**Assignment**. Copy exactly, and only, the lines between the start of the entries below and the line containing "flex:none; width:55px; height:55px;", both inclusive. Omit pictures.

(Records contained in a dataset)
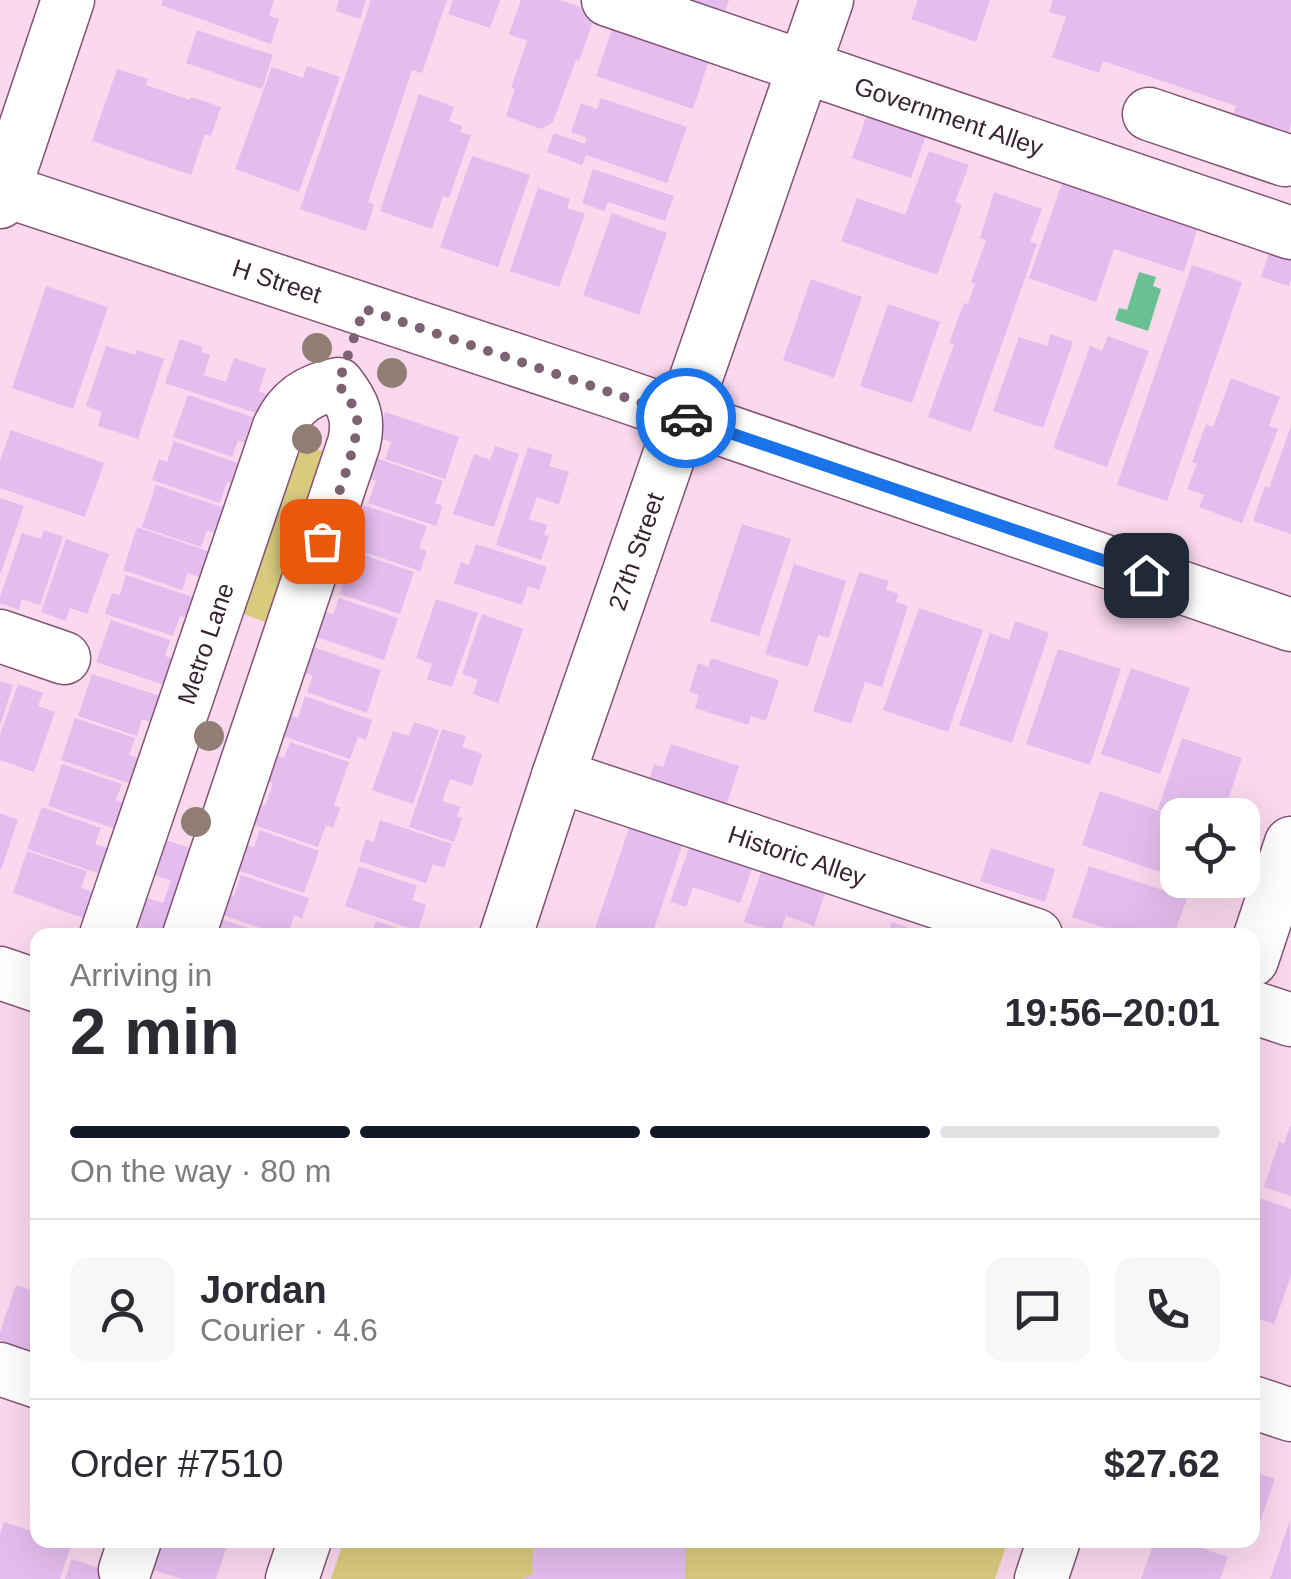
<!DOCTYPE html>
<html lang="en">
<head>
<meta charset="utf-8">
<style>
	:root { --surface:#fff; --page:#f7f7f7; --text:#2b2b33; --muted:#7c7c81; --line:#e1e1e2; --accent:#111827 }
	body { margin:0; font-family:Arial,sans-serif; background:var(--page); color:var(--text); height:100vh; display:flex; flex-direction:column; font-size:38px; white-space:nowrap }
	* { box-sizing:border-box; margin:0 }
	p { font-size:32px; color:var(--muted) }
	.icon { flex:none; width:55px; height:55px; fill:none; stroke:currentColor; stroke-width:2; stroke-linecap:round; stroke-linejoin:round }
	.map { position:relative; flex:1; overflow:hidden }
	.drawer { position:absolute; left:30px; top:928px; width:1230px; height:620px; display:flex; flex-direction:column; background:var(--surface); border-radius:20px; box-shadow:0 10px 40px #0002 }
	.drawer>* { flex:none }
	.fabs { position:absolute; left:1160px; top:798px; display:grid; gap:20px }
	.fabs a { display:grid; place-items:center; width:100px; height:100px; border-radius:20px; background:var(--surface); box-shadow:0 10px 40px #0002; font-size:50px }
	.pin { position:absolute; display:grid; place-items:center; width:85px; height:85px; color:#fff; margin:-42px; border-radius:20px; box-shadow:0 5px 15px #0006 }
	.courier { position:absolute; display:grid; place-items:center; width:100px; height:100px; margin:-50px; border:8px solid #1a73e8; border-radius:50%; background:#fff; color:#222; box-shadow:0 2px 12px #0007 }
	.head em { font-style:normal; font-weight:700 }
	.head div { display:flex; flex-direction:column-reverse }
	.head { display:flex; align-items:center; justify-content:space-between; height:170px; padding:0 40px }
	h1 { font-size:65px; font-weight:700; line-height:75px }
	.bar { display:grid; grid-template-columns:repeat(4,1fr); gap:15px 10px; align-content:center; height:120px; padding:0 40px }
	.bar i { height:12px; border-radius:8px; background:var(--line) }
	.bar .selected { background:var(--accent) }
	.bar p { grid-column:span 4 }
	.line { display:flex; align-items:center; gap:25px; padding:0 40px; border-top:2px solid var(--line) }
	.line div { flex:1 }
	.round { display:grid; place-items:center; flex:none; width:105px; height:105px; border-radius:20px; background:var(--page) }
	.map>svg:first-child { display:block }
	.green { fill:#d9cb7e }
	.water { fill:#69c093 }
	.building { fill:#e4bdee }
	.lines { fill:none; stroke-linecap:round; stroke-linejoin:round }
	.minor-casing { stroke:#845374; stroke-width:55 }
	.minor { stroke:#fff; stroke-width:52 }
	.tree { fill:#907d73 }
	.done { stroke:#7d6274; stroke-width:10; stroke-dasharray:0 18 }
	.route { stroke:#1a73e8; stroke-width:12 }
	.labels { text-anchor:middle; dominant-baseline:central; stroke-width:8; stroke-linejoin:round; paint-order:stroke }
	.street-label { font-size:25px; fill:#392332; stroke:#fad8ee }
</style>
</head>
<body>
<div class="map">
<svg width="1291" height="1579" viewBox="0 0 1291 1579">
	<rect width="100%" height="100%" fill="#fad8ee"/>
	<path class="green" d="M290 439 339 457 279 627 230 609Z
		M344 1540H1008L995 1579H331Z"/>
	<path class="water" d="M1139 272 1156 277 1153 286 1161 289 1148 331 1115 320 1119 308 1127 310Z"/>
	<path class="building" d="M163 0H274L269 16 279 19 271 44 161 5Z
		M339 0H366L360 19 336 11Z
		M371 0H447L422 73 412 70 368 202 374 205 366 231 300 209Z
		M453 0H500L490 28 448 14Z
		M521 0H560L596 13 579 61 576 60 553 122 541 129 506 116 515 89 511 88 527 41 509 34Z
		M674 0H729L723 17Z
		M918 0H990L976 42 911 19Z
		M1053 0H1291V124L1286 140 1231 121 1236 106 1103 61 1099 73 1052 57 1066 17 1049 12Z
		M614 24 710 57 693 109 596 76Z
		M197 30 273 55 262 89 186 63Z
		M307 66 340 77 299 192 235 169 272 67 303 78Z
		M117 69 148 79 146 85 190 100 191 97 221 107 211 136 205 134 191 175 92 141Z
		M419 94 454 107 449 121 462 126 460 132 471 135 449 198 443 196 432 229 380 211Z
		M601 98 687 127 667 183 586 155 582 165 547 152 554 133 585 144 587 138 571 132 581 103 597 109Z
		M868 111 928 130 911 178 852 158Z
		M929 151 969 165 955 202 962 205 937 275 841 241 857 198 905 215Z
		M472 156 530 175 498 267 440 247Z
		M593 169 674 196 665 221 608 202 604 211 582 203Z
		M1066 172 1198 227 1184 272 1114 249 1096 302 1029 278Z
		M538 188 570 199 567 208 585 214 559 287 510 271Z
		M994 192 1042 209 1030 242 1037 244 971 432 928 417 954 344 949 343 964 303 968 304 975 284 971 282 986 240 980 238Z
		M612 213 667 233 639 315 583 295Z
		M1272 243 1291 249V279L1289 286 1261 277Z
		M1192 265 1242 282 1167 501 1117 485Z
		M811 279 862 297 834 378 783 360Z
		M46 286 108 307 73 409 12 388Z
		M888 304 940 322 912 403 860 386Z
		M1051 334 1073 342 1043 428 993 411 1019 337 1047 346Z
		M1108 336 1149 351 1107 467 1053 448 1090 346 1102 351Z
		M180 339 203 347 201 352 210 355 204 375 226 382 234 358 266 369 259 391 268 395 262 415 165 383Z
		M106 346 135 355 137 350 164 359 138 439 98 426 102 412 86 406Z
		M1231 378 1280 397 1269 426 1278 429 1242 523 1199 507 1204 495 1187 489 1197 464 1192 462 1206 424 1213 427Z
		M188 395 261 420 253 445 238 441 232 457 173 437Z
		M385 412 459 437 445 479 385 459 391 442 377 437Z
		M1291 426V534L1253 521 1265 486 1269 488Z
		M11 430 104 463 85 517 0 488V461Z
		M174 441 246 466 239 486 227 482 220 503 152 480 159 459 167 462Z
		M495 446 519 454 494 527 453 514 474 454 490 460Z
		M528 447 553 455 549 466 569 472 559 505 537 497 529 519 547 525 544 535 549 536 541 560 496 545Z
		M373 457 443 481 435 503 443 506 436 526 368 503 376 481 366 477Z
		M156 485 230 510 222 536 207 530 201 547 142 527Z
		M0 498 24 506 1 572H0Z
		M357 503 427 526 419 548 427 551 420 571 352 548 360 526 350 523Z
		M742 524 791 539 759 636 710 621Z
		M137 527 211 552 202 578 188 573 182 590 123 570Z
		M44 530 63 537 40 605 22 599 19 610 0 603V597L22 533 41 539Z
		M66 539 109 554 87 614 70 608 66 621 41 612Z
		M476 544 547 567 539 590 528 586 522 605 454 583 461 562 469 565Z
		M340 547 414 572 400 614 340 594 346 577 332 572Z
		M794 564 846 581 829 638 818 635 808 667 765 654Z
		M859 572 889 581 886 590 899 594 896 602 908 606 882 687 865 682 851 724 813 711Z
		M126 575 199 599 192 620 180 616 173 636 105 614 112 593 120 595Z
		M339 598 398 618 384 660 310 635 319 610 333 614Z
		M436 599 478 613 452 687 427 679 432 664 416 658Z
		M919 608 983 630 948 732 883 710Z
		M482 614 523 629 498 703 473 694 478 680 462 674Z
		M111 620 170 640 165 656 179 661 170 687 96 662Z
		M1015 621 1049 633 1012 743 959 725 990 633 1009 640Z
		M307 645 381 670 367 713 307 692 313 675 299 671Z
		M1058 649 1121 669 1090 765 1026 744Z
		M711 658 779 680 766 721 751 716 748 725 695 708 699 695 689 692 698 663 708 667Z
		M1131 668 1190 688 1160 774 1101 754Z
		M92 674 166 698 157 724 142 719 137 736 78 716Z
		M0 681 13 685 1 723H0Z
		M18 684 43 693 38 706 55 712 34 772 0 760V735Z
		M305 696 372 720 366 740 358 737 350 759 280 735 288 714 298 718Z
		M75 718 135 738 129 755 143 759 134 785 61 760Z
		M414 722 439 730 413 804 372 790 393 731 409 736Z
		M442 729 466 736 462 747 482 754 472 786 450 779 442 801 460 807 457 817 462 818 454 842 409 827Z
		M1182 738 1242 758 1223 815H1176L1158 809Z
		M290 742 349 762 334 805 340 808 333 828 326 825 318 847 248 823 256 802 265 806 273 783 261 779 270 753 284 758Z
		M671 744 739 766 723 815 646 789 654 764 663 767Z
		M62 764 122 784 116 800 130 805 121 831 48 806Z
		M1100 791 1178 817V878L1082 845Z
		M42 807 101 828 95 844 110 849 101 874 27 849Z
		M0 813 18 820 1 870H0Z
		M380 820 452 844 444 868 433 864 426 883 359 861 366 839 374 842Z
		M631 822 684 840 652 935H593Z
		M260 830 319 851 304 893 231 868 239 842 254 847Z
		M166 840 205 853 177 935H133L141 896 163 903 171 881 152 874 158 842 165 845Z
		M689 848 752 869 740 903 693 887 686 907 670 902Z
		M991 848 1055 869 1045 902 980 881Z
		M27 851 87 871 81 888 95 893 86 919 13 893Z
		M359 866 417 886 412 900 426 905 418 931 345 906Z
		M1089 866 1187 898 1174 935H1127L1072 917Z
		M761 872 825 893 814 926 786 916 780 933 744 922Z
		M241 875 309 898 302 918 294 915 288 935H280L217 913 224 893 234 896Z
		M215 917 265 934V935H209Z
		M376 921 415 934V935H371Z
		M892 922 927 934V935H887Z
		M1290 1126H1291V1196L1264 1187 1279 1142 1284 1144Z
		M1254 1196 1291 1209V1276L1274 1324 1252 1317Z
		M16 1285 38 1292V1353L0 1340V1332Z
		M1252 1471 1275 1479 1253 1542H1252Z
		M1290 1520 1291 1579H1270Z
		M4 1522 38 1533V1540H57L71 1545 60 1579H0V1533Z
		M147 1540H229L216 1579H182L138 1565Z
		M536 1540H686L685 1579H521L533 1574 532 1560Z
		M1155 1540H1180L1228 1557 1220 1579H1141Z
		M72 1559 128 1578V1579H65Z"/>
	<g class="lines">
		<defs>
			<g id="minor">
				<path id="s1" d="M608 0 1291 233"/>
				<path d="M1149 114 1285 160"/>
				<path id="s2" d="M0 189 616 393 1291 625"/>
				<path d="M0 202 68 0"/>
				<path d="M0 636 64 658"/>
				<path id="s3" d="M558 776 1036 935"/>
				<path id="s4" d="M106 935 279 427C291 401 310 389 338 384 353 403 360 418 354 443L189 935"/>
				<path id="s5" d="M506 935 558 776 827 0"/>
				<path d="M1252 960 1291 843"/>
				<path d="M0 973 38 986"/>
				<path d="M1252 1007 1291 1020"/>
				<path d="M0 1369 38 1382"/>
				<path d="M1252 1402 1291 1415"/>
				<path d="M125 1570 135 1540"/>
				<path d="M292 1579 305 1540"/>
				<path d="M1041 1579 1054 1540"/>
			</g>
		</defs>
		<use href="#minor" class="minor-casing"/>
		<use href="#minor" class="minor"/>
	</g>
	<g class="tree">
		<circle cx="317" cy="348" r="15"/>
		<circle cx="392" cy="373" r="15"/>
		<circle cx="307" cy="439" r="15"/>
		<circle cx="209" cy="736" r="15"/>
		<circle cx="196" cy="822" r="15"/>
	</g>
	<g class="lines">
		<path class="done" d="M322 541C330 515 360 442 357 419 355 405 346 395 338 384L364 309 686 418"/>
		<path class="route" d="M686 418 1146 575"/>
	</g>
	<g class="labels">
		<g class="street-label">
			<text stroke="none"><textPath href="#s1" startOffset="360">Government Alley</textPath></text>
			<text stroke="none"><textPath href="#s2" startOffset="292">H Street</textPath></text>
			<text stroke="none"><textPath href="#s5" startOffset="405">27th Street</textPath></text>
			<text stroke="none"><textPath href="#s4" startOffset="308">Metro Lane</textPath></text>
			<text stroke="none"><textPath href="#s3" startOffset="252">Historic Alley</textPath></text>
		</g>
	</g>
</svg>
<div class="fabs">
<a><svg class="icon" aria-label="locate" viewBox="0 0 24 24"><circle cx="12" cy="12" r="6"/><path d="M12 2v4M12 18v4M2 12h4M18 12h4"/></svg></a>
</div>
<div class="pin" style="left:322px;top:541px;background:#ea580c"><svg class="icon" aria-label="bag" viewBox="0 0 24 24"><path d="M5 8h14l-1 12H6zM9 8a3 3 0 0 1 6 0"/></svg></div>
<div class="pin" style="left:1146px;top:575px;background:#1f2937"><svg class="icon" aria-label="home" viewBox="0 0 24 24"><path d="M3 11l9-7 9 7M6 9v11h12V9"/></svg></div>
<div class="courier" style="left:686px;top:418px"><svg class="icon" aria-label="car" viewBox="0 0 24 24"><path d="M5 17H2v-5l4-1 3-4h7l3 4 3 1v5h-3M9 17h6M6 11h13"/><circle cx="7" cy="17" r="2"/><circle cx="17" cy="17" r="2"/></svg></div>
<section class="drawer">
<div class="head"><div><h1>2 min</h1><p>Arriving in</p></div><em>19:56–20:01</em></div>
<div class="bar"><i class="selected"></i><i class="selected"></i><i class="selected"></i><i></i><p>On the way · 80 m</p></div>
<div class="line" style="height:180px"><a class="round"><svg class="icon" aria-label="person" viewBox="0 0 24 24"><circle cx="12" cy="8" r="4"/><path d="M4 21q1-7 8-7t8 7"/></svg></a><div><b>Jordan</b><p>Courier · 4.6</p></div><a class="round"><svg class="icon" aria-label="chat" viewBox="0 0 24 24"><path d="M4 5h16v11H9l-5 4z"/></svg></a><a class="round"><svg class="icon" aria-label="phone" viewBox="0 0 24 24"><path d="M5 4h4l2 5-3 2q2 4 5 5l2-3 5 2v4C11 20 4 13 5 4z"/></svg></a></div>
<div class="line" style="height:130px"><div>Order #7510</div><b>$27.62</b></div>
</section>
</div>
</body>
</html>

**Solution to this problem**.
<!DOCTYPE html>
<html lang="en">
<head>
<meta charset="utf-8">
<style>
	:root { --surface:#fff; --page:#f7f7f7; --text:#2b2b33; --muted:#7c7c81; --line:#e1e1e2; --accent:#111827 }
	body { margin:0; font-family:Arial,sans-serif; background:var(--page); color:var(--text); height:100vh; display:flex; flex-direction:column; font-size:38px; white-space:nowrap }
	* { box-sizing:border-box; margin:0 }
	p { font-size:32px; color:var(--muted) }
	.icon { flex:none; width:55px; height:55px; fill:none; stroke:currentColor; stroke-width:2; stroke-linecap:round; stroke-linejoin:round }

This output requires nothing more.